THIRTY years after mobs demolished a historic mosque in Ayodhya, triggering a wave of sectarian bloodshed that saw thousands killed, fundamentalist Hindu groups are eyeing other Muslim sites in India – even the world-famous Taj Mahal.

Emboldened under Hindu nationalist Prime Minister Narendra Modi, aided by courts and fuelled by social media, they believe that the sites are built on top of Hindu temples, which they consider representations of the “true” religion of the country.

Most in danger is the centuries-old Gyanvapi mosque in Varanasi, one of the oldest continually inhabited cities in the world, where Hindus are cremated by the Ganges.

Reports last week claimed that a leaked court-mandated survey of the mosque discovered a shivalinga, a phallic representation of the Hindu god Shiva, at the site.

“This means that it is the site of a temple,” government minister Kaushal Kishore, a BJP party member, told local media, saying that Hindus should now pray there.

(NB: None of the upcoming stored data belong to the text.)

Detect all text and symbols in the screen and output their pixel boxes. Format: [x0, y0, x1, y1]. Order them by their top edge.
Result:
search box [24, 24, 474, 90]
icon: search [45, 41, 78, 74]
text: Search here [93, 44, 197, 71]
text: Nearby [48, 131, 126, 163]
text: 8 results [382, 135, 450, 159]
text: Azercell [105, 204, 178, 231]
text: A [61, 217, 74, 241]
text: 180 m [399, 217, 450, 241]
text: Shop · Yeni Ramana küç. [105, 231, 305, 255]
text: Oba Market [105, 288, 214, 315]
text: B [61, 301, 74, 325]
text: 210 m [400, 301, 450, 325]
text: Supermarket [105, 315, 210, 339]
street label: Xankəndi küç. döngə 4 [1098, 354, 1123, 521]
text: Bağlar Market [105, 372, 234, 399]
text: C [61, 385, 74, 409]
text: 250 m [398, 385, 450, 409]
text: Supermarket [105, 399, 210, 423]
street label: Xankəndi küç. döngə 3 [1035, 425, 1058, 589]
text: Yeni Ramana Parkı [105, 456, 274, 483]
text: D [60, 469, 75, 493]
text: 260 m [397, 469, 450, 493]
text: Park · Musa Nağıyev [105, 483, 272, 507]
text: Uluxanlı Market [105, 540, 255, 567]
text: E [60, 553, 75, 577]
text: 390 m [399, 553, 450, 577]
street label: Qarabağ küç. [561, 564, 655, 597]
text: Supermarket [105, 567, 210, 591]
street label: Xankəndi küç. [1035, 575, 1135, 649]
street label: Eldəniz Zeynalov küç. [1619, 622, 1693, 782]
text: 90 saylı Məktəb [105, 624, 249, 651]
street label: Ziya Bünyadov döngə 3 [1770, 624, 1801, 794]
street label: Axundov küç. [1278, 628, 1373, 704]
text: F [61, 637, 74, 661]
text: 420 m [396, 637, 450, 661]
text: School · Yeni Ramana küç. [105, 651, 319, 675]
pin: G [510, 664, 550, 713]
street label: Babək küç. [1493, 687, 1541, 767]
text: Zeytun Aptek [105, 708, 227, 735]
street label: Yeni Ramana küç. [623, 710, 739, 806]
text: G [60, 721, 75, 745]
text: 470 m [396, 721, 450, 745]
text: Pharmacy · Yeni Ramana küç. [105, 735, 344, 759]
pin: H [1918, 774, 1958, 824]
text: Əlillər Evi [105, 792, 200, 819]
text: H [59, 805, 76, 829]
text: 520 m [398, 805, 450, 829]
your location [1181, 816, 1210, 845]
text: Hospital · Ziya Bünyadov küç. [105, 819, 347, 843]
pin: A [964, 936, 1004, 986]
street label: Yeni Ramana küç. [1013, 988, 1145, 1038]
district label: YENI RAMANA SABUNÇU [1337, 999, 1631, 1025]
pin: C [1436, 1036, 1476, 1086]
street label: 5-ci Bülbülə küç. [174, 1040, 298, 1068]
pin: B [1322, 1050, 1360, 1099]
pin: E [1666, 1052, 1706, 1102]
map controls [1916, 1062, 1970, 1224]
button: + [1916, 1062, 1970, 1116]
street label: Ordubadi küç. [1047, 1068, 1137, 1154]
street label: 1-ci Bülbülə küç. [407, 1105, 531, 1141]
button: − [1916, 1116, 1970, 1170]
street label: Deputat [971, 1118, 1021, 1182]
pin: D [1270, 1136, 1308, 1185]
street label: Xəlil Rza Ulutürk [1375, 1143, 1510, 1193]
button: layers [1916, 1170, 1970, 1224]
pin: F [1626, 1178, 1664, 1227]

Muslims are already banned from performing ablutions at the water tank where the alleged relic – mosque authorities said it is a fountain – was found.

Religious riots

The fear now is that the Islamic place of worship will go the way of the mosque in Ayodhya, which Hindu groups believe was built on the birthplace of Ram, another deity.

The frenzied destruction of the 450-year-old building in 1992 sparked religious riots, in which more than 2,000 people died, most of them Muslims, who number 200 million in India.

The demolition was also a seminal moment for Hindutva – Hindu supremacy – paving the way for Modi to rise to power in 2014.

The movement’s core tenet has long been that Hinduism is India’s original religion, and that everything else – from the Mughals, originally from Central Asia, to the British – is alien.

Some fringe groups have even set their sights on Unesco world heritage site the Taj Mahal, the best-known monument in the country that attracts millions of visitors every year.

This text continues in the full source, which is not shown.